__Source data__
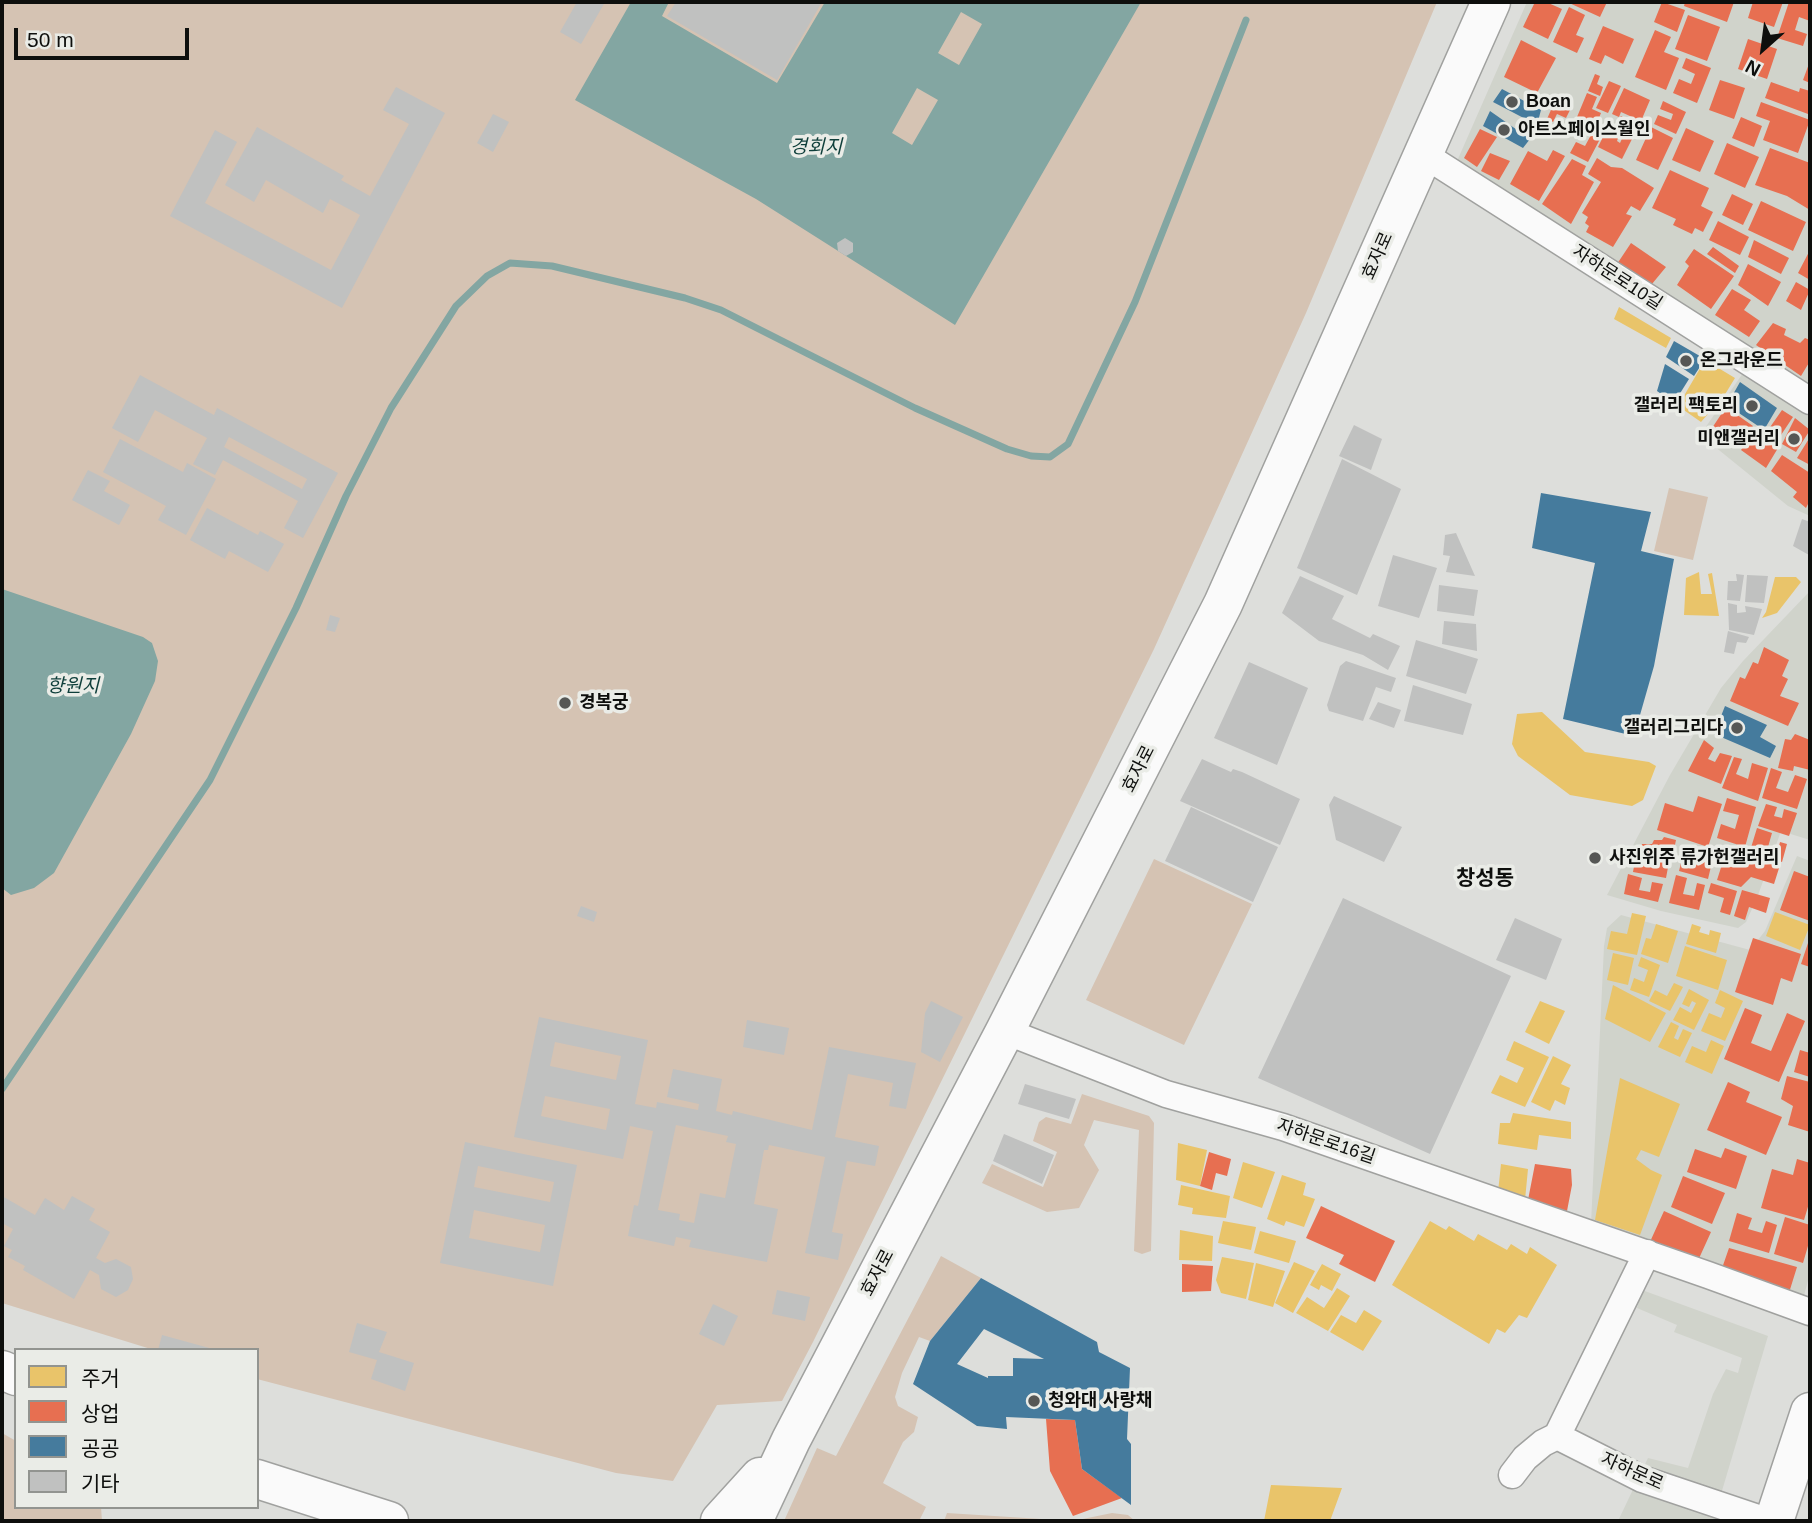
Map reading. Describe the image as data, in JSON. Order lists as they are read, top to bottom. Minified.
{"streets":{"street":["효자로","자하문로10길","자하문로16길","자하문로"]},"crossings":[["효자로","자하문로10길"],["효자로","자하문로16길"]],"districts":["창성동"],"water":["경회지","향원지"],"places":["Boan","아트스페이스월인","온그라운드","갤러리 팩토리","미앤갤러리","경복궁","갤러리그리다","사진위주 류가헌갤러리","청와대 사랑채"],"legend":["주거","상업","공공","기타"],"scale_bar":"50 m","north":"bottom left"}
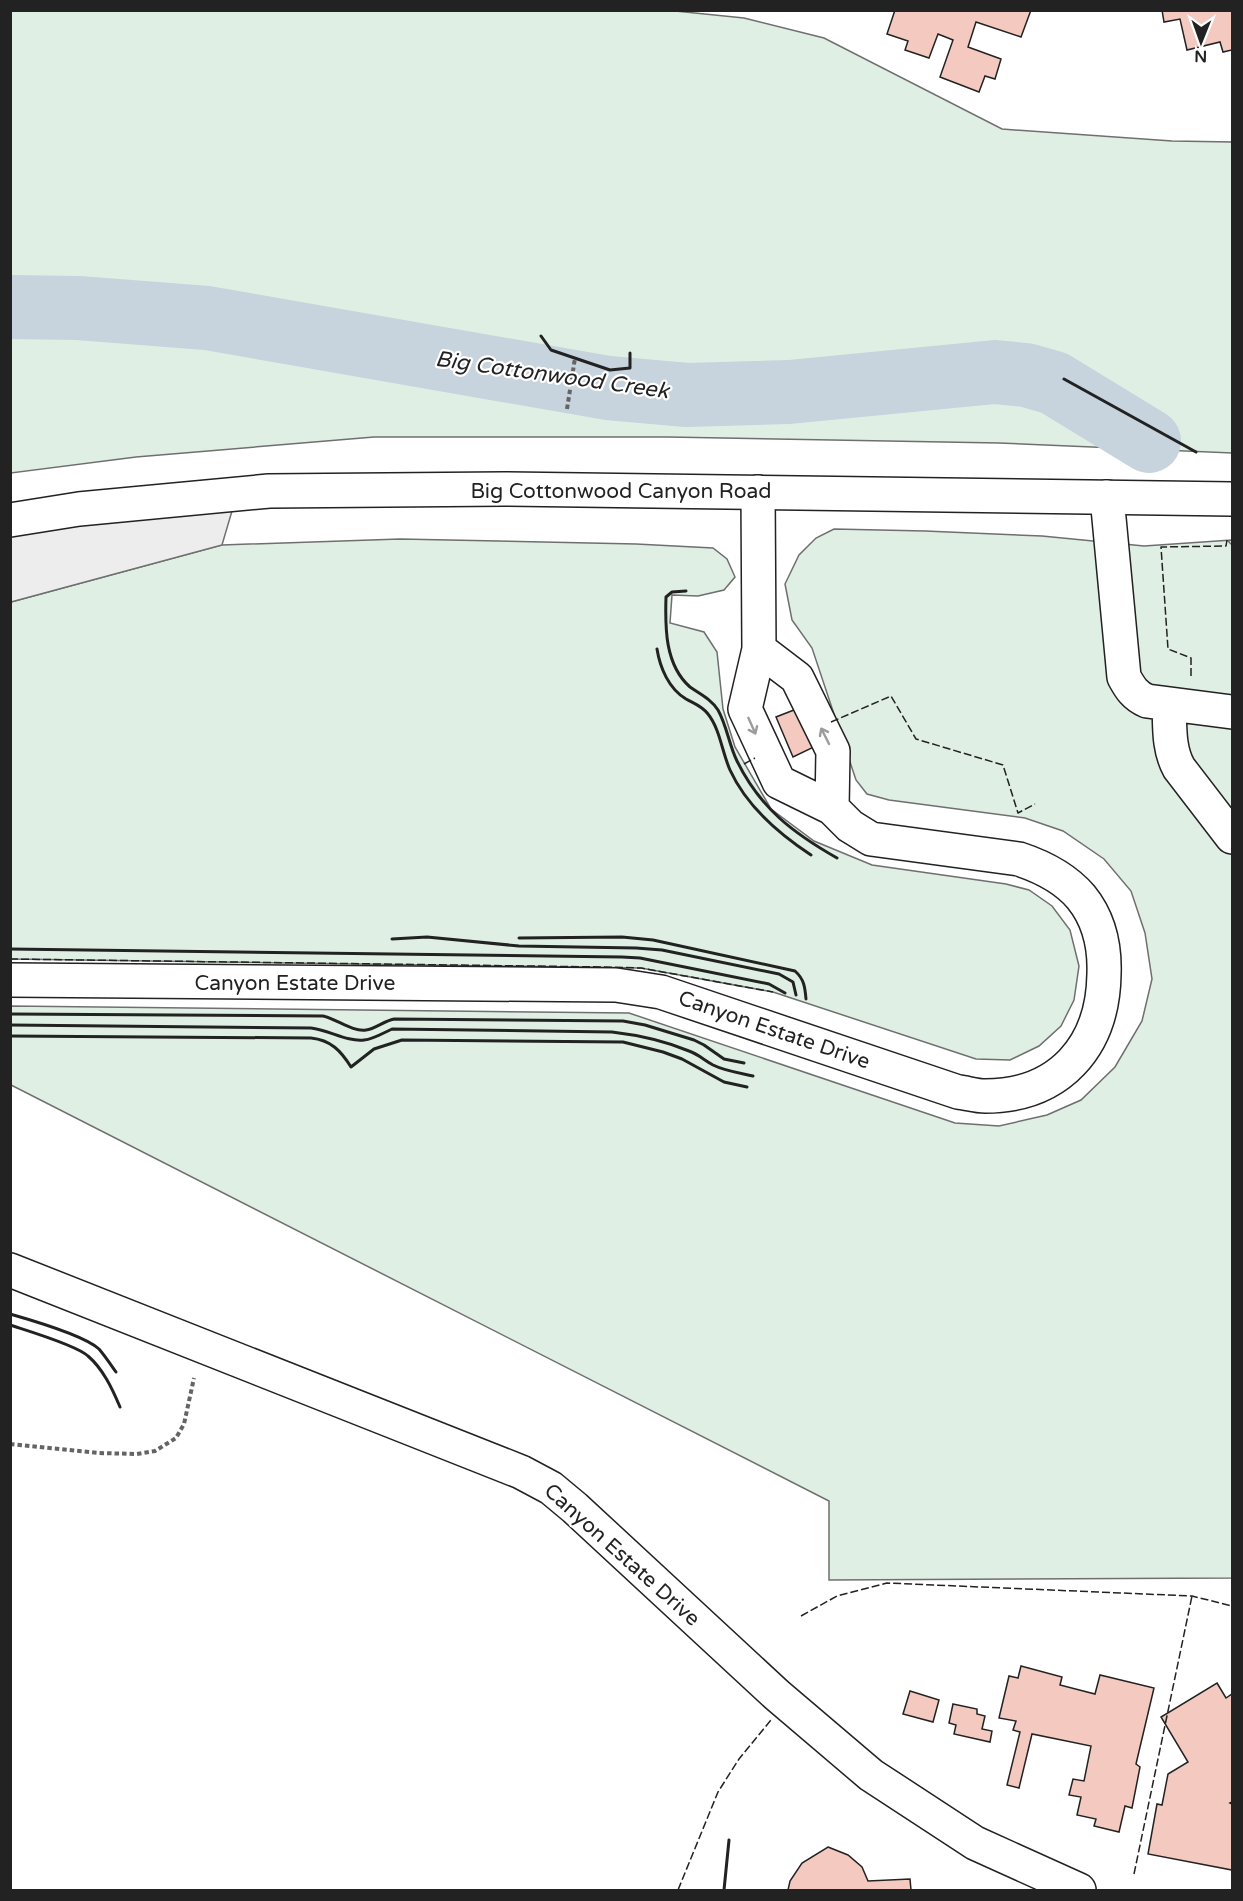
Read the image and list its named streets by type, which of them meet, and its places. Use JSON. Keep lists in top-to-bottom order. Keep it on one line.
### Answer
{"streets":{"street":["Big Cottonwood Canyon Road","Canyon Estate Drive"]},"crossings":[["Big Cottonwood Canyon Road","Canyon Estate Drive"]],"water":["Big Cottonwood Creek"],"north":"bottom"}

__Task description__
In the listing above, find the line containing "Read the image"; that line and every line after it, through the last, are to be retyped exactly.

__Solution below__
Read the image and list its named streets by type, which of them meet, and its places. Use JSON. Keep lists in top-to-bottom order. Keep it on one line.
### Answer
{"streets":{"street":["Big Cottonwood Canyon Road","Canyon Estate Drive"]},"crossings":[["Big Cottonwood Canyon Road","Canyon Estate Drive"]],"water":["Big Cottonwood Creek"],"north":"bottom"}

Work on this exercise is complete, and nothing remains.